A: I’m very glad Prof. Heschel made that point. Three Faces of Antisemitism is important for understanding the ideological background to the Hamas mass murders of October 7. Hamas was an offshoot of the Muslim Brotherhood, and it, in turn, was led by people who became fans of Hitler.

 

The Jew-hatred that exploded in mass murder, rapes and kidnapping on October 7 has its origins in Islamist Jew-hatred that dates from the late 1930s, found a home in Nazi Berlin, and reemerged in the leaders of the Arab Higher Committee who rejected the UN Partition Plan of 1947 and waged war instead against the Zionists.

 

Three Faces of Antisemitism sheds light on the reactionary origins of Hamas, origins which the liberal press in the United States has refused to examine.

 

Q: What do you see looking ahead when it comes to patterns of antisemitism?

 

A: I think it’s going to get worse. The antagonism to Israel, and the erroneous interpretation of its history is now tenured in major universities. It will be there for some time to come.

 

Trump is a figure who has updated the antisemitism of American first in the 1930s. Were he elected, his destruction of our alliance would be catastrophic for Israel.

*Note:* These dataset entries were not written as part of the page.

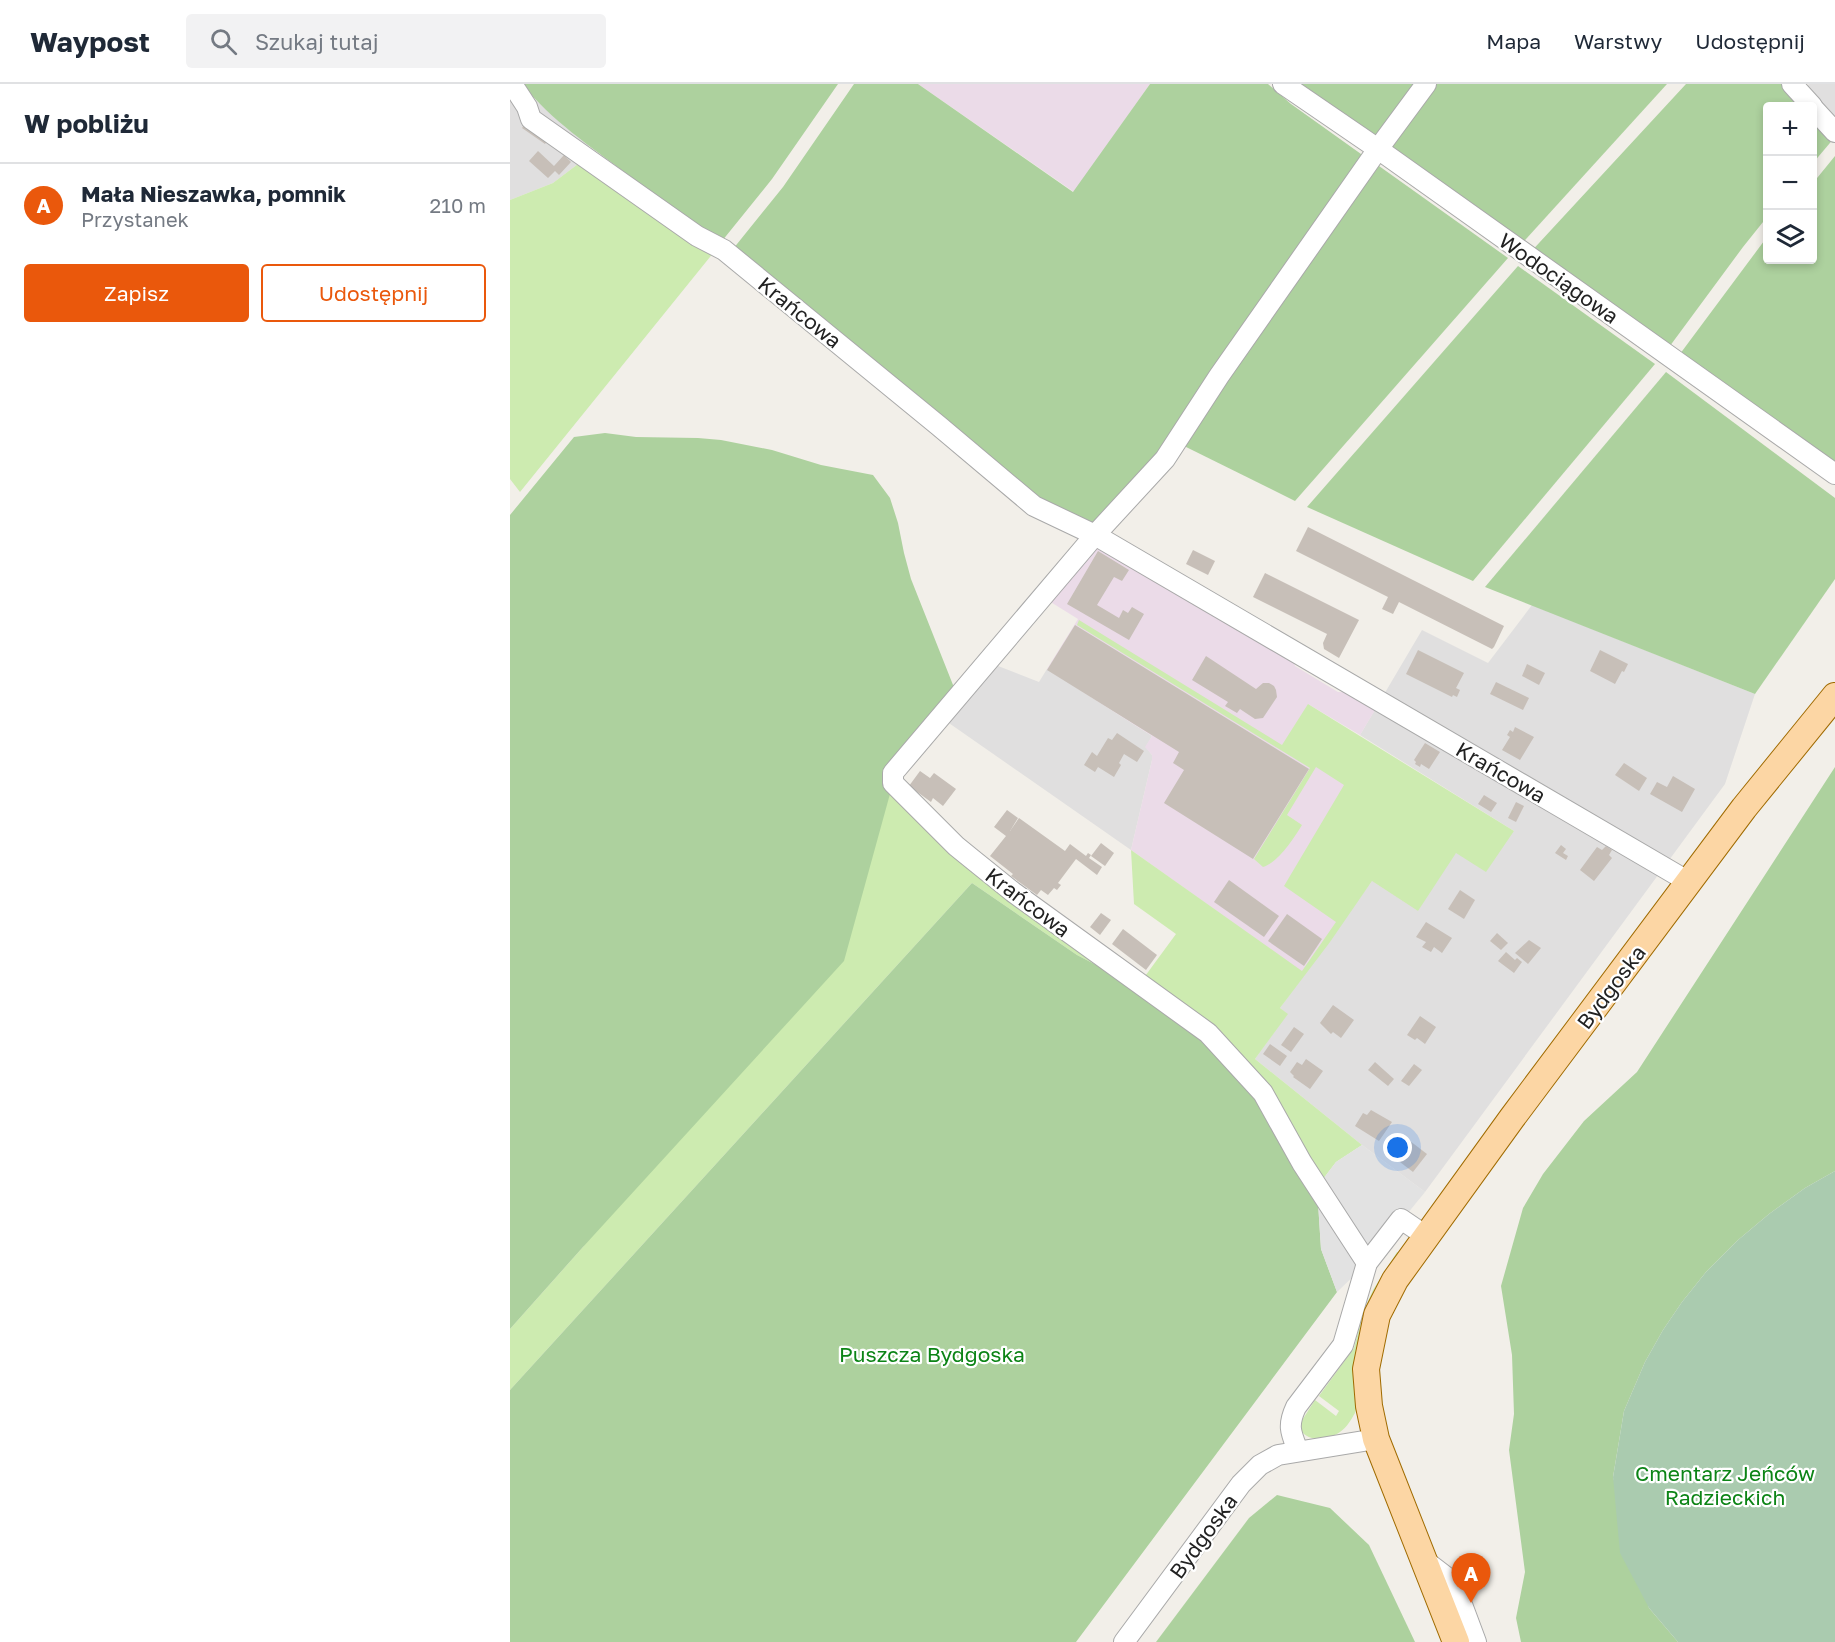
<!DOCTYPE html>
<html lang="pl">
<meta charset="utf-8">
<style>
body{margin:0;font-family:"Golos Text",sans-serif;background:#f2f2f3;color:#1f2937}
.controls{position:absolute;right:18px;top:18px;display:grid;overflow:hidden;border-radius:6px;box-shadow:0 3px 9px #0003}
.controls button{width:54px;height:54px;display:grid;place-items:center;padding:0;border:0;border-bottom:2px solid #e0e1e3;background:#fff;color:#1f2937;font:30px sans-serif}
.you{position:absolute;left:888px;top:1064px;width:21px;height:21px;margin:-15px;border:4px solid #fff;border-radius:50%;background:#1a73e8;box-shadow:0 0 0 9px #1a73e833}
.badge{display:grid;place-items:center;width:39px;height:39px;border-radius:50%;background:#ea580c;color:#fff;font-size:20px;font-weight:700}
.pin{position:absolute;translate:-50% -50px;filter:drop-shadow(0 2px 3px #0008)}
.pin::after{content:'';position:absolute;top:32px;width:21px;height:18px;background:inherit;clip-path:polygon(0 0,100% 0,50% 100%)}
.list{margin:0;padding:0;list-style:none}
h2{display:flex;justify-content:space-between;align-items:center;height:78px;margin:0;padding:0 24px;font-size:26px}
h2 small{font-size:20px;font-weight:400;color:#747a83}
.list li{display:grid;grid-template-columns:39px 1fr auto;gap:18px;align-items:center;box-sizing:border-box;height:84px;padding:0 24px;border-top:2px solid #e0e1e3}
.list b{display:block;font-size:22px;white-space:nowrap}
.list p{margin:0;font-size:20px;white-space:nowrap;color:#747a83}
.list em{font-size:20px;font-style:normal;color:#747a83}
.actions{display:flex;gap:12px;padding:18px 24px}
.actions a{flex:1;padding:14px 0;border:2px solid #ea580c;border-radius:6px;text-align:center;font-size:21px;color:#ea580c}
.actions .main{background:#ea580c;color:#fff}
.icon{flex:none;width:33px;height:33px;fill:none;stroke:currentColor;stroke-width:2;stroke-linecap:round;stroke-linejoin:round}
.map{position:relative;flex:none;width:1325px;height:1558px;overflow:hidden}
header{display:flex;align-items:center;gap:36px;box-sizing:border-box;height:84px;padding:0 30px;background:#fff;border-bottom:2px solid #e0e1e3}
header strong{font-size:28px}
nav{display:flex;gap:33px;margin-inline-start:auto;font-size:21px}
.search{width:420px;height:54px;background:#f2f2f3;display:flex;align-items:center;gap:15px;box-sizing:border-box;padding:0 21px;border-radius:6px;color:#747a83;font-size:22px}
main{display:flex}
aside{flex:1;background:#fff}
.map>svg:first-child{display:block}
.residential{fill:#e0dfdf}
.industrial{fill:#ebdbe8}
.grass{fill:#cdebb0}
.forest{fill:#add19e}
.cemetery{fill:#aacbaf}
.parking{fill:#e2e2e2}
.building{fill:#c7bfb8}
.lines{fill:none;stroke-linecap:round;stroke-linejoin:round}
.minor-casing{stroke:#a9a9a9;stroke-width:22}
.major-casing{stroke:#a06b00;stroke-width:28}
.minor{stroke:#fff;stroke-width:20}
.major{stroke:#fcd6a4;stroke-width:26}
.labels{text-anchor:middle;dominant-baseline:central;stroke-width:4.5;stroke-linejoin:round;paint-order:stroke}
.street-label{font-size:21px;fill:#222;stroke:#fff}
.park-label{font-size:21px;fill:#0c8416;stroke:#fff}
</style>
<header>
<strong>Waypost</strong>
<div class="search"><svg class="icon" aria-label="search" viewBox="0 0 24 24"><circle cx="10" cy="10" r="6"/><path d="M15 15l6 6"/></svg>Szukaj tutaj</div>
<nav><a>Mapa</a><a>Warstwy</a><a>Udostępnij</a></nav>
</header>
<main>
<aside>
<h2>W pobliżu<small></small></h2>
<ul class="list">
<li><span class="badge">A</span><div><b>Mała Nieszawka, pomnik</b><p>Przystanek</p></div><em>210 m</em></li>
</ul>
<div class="actions"><a class="main">Zapisz</a><a>Udostępnij</a></div>
</aside>
<div class="map">
<svg width="1325" height="1558" viewBox="0 0 1325 1558">
<rect width="100%" height="100%" fill="#f2efe9"/>
<g class="residential">
<path d="M0,0L20,11L79,61L72,77L43,99L0,116Z"/>
<path d="M1299,0H1325V35L1295,4Z"/>
<path d="M1022,521L1245,610L1215,700L915,1108L852,1061L745,975L777,930L770,924L862,797L946,769L1004,747L850,651L912,546L978,579Z"/>
<path d="M483,580L529,598L537,585L642,652L636,663L642,671V676L621,766L436,637Z"/>
</g>
<g class="industrial">
<path d="M408,0H640L564,108Z"/>
<path d="M590,462L781,571L785,582L828,608L847,609L868,621L850,651L798,620L943,767L908,827L862,797L795,890L621,766L642,676V671L635,663L642,652L537,585L568,535L539,517L584,464Z"/>
</g>
<g class="grass">
<path d="M72,77L204,168L10,408L0,395V116L43,99Z"/>
<path d="M569,536L772,661L798,620L1004,747L976,788L946,769L908,827L862,797L820,858L770,924L778,930L745,975L852,1061L826,1078L807,1103L646,912L567,871L462,799L0,1306V1245L73,1163L383,699L630,899L666,850L624,820L621,766L792,887L826,838L774,802L834,701L806,683L777,731L792,741C784,754 769,778 753,783L744,775L800,684L567,541Z"/>
<path d="M887,1168L889,1169L845,1329C841,1336 837,1343 830,1348C817,1357 793,1359 789,1341L805,1316L826,1332L829,1327L809,1312L844,1264L854,1226L863,1206Z"/>
</g>
<g class="forest">
<path d="M12,0H328L262,95L212,157C178,139 148,114 117,90C81,63 41,36 12,0Z"/>
<path d="M344,0H408L563,108L640,0H758L781,20L858,75L649,371L579,445L528,417L223,165L273,103Z"/>
<path d="M788,0H910L865,64Z"/>
<path d="M925,0H1157L1007,165L876,72Z"/>
<path d="M1176,0H1274L1295,22H1258L1257,133L1233,163L1154,270L1017,172Z"/>
<path d="M1303,30L1325,53L1303,79Z"/>
<path d="M1325,72V383L1164,278L1257,153L1258,176H1302L1303,99Z"/>
<path d="M869,82L998,174L785,417L672,361L714,296Z"/>
<path d="M1008,182L1145,280L963,497L797,423Z"/>
<path d="M1156,288L1325,414V495L1245,610L975,503Z"/>
<path d="M95,349L126,353L188,354L211,356L262,366L311,381L363,391L380,414L388,439L394,469L401,495L445,606L383,699L334,877L73,1163L0,1245V431L64,353Z"/>
<path d="M1325,683V1087L1295,1104L1259,1130L1228,1156L1196,1188L1172,1218L1153,1246L1135,1278L1114,1327L1103,1393L1139,1524L1168,1558H1011L1006,1534L1015,1488L999,1366L1004,1330L1002,1271L991,1202L1013,1124L1033,1090L1074,1037L1127,988Z"/>
<path d="M462,799L567,871L646,912L726,977L807,1103L811,1165L827,1208L566,1558H0V1306Z"/>
<path d="M767,1411L820,1424L859,1461L905,1558H646L739,1434Z"/>
</g>
<path class="cemetery" d="M1325,1087V1558H1168L1139,1524L1110,1469L1103,1393L1114,1327L1135,1278L1153,1246L1172,1218L1196,1188L1228,1156L1259,1130L1295,1104Z"/>
<path class="parking" d="M852,1061L915,1108L857,1179L827,1208L811,1165L807,1103L826,1078Z"/>
<g class="building">
<path d="M18,36L41,52L35,60L12,44Z"/>
<path d="M28,67L44,82L54,71L61,78L49,91L45,87L38,94L19,77Z"/>
<path d="M798,443L994,542L984,563L982,565L889,518L883,530L872,525L878,513L786,467Z"/>
<path d="M683,466L705,477L698,491L676,480Z"/>
<path d="M588,467L619,486L612,497L604,493L587,521L609,534L613,526L618,529L622,523L634,530L619,556L557,520Z"/>
<path d="M755,489L849,536L829,574L814,565L813,559L817,550L743,513Z"/>
<path d="M565,541L799,685L743,775L654,719L674,686L663,679L669,668L537,586Z"/>
<path d="M908,566L954,589L946,604L950,606L947,613L943,611L942,613L896,590Z"/>
<path d="M1090,566L1118,580L1114,588L1112,587L1105,600L1080,587Z"/>
<path d="M696,572L746,605L753,599H759L764,602L766,606L767,613L753,634L745,635L730,625L727,629L715,622L718,618L682,596Z"/>
<path d="M1017,580L1035,589L1029,601L1012,592Z"/>
<path d="M986,598L1019,614L1013,626L980,610Z"/>
<path d="M1005,643L1024,653L1010,676L992,666L1000,653L997,651L1000,646L1003,648Z"/>
<path d="M607,649L634,667L627,678L614,670L609,679L611,681L604,693L588,683L585,688L574,681L582,668L587,672L598,654L602,656Z"/>
<path d="M915,659L930,668L919,685L911,680L910,683L905,680L906,678L904,676Z"/>
<path d="M1114,679L1137,694L1129,707L1105,691Z"/>
<path d="M410,687L420,694L424,689L446,705L433,722L423,714L421,718L399,702Z"/>
<path d="M1163,692L1185,705L1172,728L1140,710L1147,698L1157,703Z"/>
<path d="M974,711L987,719L981,728L968,720Z"/>
<path d="M1006,718L1014,722L1006,738L998,734Z"/>
<path d="M497,726L508,734L500,747L509,734L555,767L560,760L576,772L578,769L581,771L579,774L592,783L587,791L566,775L548,799L551,801L547,806L544,804L538,811L531,806L527,811L501,792L503,790L480,772L496,752L484,743Z"/>
<path d="M591,759L604,769L595,782L581,772Z"/>
<path d="M1051,761L1056,765L1053,769L1058,772L1056,776L1045,769Z"/>
<path d="M1096,762L1102,766L1099,771L1102,774L1084,797L1070,786L1087,763L1092,766Z"/>
<path d="M719,796L769,832L754,853L704,818Z"/>
<path d="M950,806L965,816L954,835L938,825Z"/>
<path d="M591,829L601,836L590,851L580,843Z"/>
<path d="M777,830L812,855L794,882L758,857Z"/>
<path d="M916,838L942,854L932,869L924,863L921,868L912,863L916,858L906,853Z"/>
<path d="M613,845L647,871L636,886L602,860Z"/>
<path d="M987,849L998,859L991,866L980,857Z"/>
<path d="M1019,856L1031,864L1018,880L1005,869Z"/>
<path d="M996,868L1005,876L1007,874L1012,878L1004,889L988,877Z"/>
<path d="M823,921L844,936L831,954L823,948L821,950L810,939Z"/>
<path d="M910,932L926,943L915,960L907,954L905,956L897,951Z"/>
<path d="M784,943L794,950L781,968L771,961Z"/>
<path d="M760,960L777,972L770,982L753,970Z"/>
<path d="M796,975L813,987L800,1005L783,993L784,992L780,988L787,978L792,981Z"/>
<path d="M865,978L884,995L878,1002L858,986Z"/>
<path d="M904,980L912,986L899,1002L891,997Z"/>
<path d="M861,1026L882,1038L869,1057L845,1042L853,1029L857,1031Z"/>
<path d="M900,1057L917,1070L903,1088L886,1075Z"/>
</g>
<g class="lines">
<defs>
<g id="minor">
<path d="M2,0L17,23L21,35L187,152L214,166L429,342L524,422L585,451L1179,798"/>
<path d="M773,0L868,65L1325,390"/>
<path d="M1282,0L1302,22"/>
<path d="M1302,23L1325,48"/>
<path d="M857,1179L792,1079L753,1009L698,949L503,808L462,775L446,762L383,699V689L585,451L655,375L709,292L868,65L916,0"/>
<path d="M788,1367C781,1349 777,1342 786,1323L833,1261L857,1179L891,1135L916,1152"/>
<path d="M914,1476L944,1499L966,1558"/>
<path d="M614,1558L731,1400L750,1381L768,1371L866,1355"/>
</g>
<path id="major" d="M946,1558L866,1355L859,1322L856,1285L867,1231L885,1196L1002,1034L1234,724L1325,612"/>
</defs>
<use href="#minor" class="minor-casing"/>
<use href="#major" class="major-casing"/>
<use href="#minor" class="minor"/>
<use href="#major" class="major"/>
</g>
<g class="labels">
<g class="street-label">
<text transform="translate(1049 194) rotate(35)">Wodociągowa</text>
<text transform="translate(290 228) rotate(39)">Krańcowa</text>
<text transform="translate(991 688) rotate(30)">Krańcowa</text>
<text transform="translate(518 818) rotate(37)">Krańcowa</text>
<text transform="translate(1101 903) rotate(-53)">Bydgoska</text>
<text transform="translate(693 1452) rotate(-54)">Bydgoska</text>
</g>
<g class="park-label">
<text x="422" y="1270">Puszcza Bydgoska</text>
<text x="1215" y="1389">Cmentarz Jeńców<tspan x="1215" dy="24">Radzieckich</tspan></text>
</g>
</g>
</svg>
<div class="controls">
<button>+</button>
<button>−</button>
<button><svg class="icon" aria-label="layers" viewBox="0 0 24 24"><path d="M12 4l9 5-9 5-9-5zM3 14l9 5 9-5"/></svg></button>
</div>
<div class="you"></div>
<div class="pin badge" style="left:961px;top:1519px">A</div>
</div>
</main>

Public criticism of the refusal of academics to examine leftist and Islamist antisemitism is essential.

 

Three Faces of Antisemitism strives to foster a liberalism of the vital center that rejects illiberalism of the left and the right, and, of course, of the Islamist.

 

Q: What are you working on now?

 

A: Several webinars to bring scholarship about antisemitism and antagonism to Israel to a broader audience.

 

The next archivally based book will be about the response of the German government, the German press, and German scholarship to the rise of Islamism in the Islamic Republic of Iran, to Hezbollah and Hamas, and to Islamist organizations in Germany.

 

Q: Anything else we should know?

 

A: Since October 7, I’ve published some essays on Hamas.  


"The Ideology of Mass Murder," (about Hamas), Quillette, October 10, 2023:

https://quillette.com/2023/10/10/the-ideology-of-mass-murder/

1,700 words

 

"From the River to the Sea," (about Hamas 2017 statement), American Purpose Magazine: November 20, 2023: https://www.americanpurpose.com/articles/from-the-river-to-the-sea/

4,460 words with links.

 

And with Norman Goda, "Holocaust Historians, the Genocide Charge, and Gaza," Quillette, November 23: https://quillette.com/2023/11/23/holocaust-historians-the-genocide-charge-and-gaza/

2,447 words

 

In spring 2022, Cambridge University Press published my Israel’s Moment: International Support for and Opposition to Establishing the Jewish State, 1945-1949.